[MATERIAL PROVIDED Boundary: Start]
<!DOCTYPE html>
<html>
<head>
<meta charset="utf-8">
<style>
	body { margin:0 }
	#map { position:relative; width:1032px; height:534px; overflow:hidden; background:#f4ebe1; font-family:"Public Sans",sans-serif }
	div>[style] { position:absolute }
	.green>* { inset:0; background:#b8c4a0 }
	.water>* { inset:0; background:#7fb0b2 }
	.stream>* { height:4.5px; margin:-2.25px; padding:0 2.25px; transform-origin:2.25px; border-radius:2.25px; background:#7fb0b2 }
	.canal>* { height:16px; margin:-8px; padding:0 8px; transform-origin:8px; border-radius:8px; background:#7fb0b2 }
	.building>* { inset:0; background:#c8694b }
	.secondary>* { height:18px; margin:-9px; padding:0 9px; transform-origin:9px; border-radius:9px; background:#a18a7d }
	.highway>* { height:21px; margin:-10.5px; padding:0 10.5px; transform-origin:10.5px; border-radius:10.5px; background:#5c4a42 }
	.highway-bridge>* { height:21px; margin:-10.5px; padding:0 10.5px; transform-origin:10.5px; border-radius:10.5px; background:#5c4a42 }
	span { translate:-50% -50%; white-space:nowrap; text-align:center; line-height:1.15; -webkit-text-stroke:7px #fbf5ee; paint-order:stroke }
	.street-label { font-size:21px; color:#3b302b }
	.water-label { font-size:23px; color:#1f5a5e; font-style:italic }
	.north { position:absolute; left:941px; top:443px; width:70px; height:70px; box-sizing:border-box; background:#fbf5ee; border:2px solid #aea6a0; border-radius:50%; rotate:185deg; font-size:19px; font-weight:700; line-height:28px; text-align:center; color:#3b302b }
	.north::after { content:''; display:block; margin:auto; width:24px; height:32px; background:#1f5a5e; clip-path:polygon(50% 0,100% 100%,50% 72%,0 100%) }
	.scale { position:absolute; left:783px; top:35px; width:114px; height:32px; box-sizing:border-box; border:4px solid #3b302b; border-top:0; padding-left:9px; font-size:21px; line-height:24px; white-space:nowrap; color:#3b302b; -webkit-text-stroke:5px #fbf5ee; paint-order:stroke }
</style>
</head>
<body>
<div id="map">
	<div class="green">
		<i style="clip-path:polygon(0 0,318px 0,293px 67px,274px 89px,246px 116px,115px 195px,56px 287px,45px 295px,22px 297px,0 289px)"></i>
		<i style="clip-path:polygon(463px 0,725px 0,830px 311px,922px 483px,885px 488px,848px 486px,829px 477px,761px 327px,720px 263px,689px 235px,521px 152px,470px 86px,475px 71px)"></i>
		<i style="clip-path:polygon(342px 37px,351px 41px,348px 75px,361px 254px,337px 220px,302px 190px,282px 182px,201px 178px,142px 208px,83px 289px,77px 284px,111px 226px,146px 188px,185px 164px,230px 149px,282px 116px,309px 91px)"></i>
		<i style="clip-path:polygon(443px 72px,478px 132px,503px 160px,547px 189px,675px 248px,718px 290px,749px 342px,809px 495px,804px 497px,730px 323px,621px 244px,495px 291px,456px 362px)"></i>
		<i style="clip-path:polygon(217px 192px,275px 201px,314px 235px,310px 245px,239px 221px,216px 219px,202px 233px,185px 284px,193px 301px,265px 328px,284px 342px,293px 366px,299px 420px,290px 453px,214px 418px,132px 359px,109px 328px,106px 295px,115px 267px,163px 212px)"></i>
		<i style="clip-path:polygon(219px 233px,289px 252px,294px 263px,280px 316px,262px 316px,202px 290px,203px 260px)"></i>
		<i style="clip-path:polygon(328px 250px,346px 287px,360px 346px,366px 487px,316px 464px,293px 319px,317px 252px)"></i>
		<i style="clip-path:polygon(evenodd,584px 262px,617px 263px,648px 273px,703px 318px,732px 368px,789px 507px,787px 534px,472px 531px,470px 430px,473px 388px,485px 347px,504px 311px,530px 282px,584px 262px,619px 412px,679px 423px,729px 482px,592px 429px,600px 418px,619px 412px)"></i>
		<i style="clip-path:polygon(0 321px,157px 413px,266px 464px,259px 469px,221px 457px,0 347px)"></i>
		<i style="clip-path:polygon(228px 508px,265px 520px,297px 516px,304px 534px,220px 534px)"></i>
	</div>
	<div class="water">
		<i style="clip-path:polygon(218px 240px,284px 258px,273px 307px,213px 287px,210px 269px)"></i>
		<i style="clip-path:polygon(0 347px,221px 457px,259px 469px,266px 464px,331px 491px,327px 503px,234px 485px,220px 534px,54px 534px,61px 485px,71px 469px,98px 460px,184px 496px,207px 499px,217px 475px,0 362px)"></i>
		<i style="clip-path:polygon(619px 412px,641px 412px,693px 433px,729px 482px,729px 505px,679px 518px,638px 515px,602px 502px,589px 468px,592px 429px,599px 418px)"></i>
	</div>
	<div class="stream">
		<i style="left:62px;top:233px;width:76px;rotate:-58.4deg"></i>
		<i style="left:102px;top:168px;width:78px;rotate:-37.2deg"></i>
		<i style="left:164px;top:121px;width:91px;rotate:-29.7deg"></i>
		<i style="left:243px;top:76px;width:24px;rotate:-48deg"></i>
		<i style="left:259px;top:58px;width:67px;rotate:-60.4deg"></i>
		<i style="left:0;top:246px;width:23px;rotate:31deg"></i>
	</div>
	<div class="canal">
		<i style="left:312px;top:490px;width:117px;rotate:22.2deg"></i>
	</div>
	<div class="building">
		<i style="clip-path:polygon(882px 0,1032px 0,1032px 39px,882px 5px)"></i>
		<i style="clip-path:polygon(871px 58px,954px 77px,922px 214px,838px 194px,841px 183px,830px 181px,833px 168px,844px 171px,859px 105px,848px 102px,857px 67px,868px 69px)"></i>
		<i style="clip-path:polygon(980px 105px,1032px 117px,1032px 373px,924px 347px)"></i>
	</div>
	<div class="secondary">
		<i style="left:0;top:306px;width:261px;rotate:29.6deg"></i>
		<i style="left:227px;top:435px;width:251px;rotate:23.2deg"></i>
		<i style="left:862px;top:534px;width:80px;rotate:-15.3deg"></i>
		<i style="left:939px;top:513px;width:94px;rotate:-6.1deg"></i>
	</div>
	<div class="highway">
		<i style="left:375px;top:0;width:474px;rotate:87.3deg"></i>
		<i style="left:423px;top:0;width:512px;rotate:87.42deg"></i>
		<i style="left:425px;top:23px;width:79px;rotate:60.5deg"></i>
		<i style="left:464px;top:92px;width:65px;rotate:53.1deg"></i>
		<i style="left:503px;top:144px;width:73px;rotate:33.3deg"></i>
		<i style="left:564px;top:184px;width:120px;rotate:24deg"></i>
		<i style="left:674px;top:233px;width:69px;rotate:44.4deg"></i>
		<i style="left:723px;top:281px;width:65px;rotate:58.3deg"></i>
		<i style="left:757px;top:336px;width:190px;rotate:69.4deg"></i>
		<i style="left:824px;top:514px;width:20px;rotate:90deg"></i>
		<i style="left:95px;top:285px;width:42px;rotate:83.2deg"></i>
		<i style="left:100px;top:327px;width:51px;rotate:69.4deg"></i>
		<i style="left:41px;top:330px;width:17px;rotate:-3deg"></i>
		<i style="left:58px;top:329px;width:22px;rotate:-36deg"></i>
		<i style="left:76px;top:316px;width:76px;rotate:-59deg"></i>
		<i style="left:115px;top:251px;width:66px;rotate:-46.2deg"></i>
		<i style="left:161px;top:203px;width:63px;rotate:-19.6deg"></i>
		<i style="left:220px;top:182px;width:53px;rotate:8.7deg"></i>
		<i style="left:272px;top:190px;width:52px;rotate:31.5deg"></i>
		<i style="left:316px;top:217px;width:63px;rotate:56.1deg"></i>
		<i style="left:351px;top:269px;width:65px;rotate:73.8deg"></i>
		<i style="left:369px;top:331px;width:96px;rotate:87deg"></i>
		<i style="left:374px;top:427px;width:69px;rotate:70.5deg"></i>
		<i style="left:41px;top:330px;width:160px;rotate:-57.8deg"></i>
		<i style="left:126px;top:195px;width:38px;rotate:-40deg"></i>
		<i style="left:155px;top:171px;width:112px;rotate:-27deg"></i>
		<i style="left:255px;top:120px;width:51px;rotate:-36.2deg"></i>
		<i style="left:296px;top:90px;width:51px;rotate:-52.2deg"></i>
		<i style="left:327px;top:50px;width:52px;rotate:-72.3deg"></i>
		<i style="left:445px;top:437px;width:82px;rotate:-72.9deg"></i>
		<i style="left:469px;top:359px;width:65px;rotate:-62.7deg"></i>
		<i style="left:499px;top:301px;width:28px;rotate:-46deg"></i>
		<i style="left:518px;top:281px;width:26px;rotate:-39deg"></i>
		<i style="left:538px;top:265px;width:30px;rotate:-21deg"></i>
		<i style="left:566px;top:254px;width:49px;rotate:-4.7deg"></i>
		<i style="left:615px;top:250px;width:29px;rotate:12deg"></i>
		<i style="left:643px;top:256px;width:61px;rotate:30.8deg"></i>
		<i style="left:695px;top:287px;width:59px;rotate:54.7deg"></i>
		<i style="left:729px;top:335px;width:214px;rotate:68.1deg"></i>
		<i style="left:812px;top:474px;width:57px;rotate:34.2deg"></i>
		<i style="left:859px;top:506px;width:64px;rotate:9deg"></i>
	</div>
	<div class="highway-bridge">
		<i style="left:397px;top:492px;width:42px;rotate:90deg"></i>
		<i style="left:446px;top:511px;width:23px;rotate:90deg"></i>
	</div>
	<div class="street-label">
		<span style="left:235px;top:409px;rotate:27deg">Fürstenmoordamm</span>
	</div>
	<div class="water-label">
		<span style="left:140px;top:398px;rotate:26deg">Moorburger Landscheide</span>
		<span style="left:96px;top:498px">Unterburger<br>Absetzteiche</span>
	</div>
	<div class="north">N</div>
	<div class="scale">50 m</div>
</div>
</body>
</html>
[MATERIAL PROVIDED Boundary: End]
— TASK DESCRIPTION —
Only one span is wanted. It runs from the first line of the listing through the line with "position:relative; width:1032px; height:534px;", and each line must match exactly.

— TASK ANSWER —
<!DOCTYPE html>
<html>
<head>
<meta charset="utf-8">
<style>
	body { margin:0 }
	#map { position:relative; width:1032px; height:534px; overflow:hidden; background:#f4ebe1; font-family:"Public Sans",sans-serif }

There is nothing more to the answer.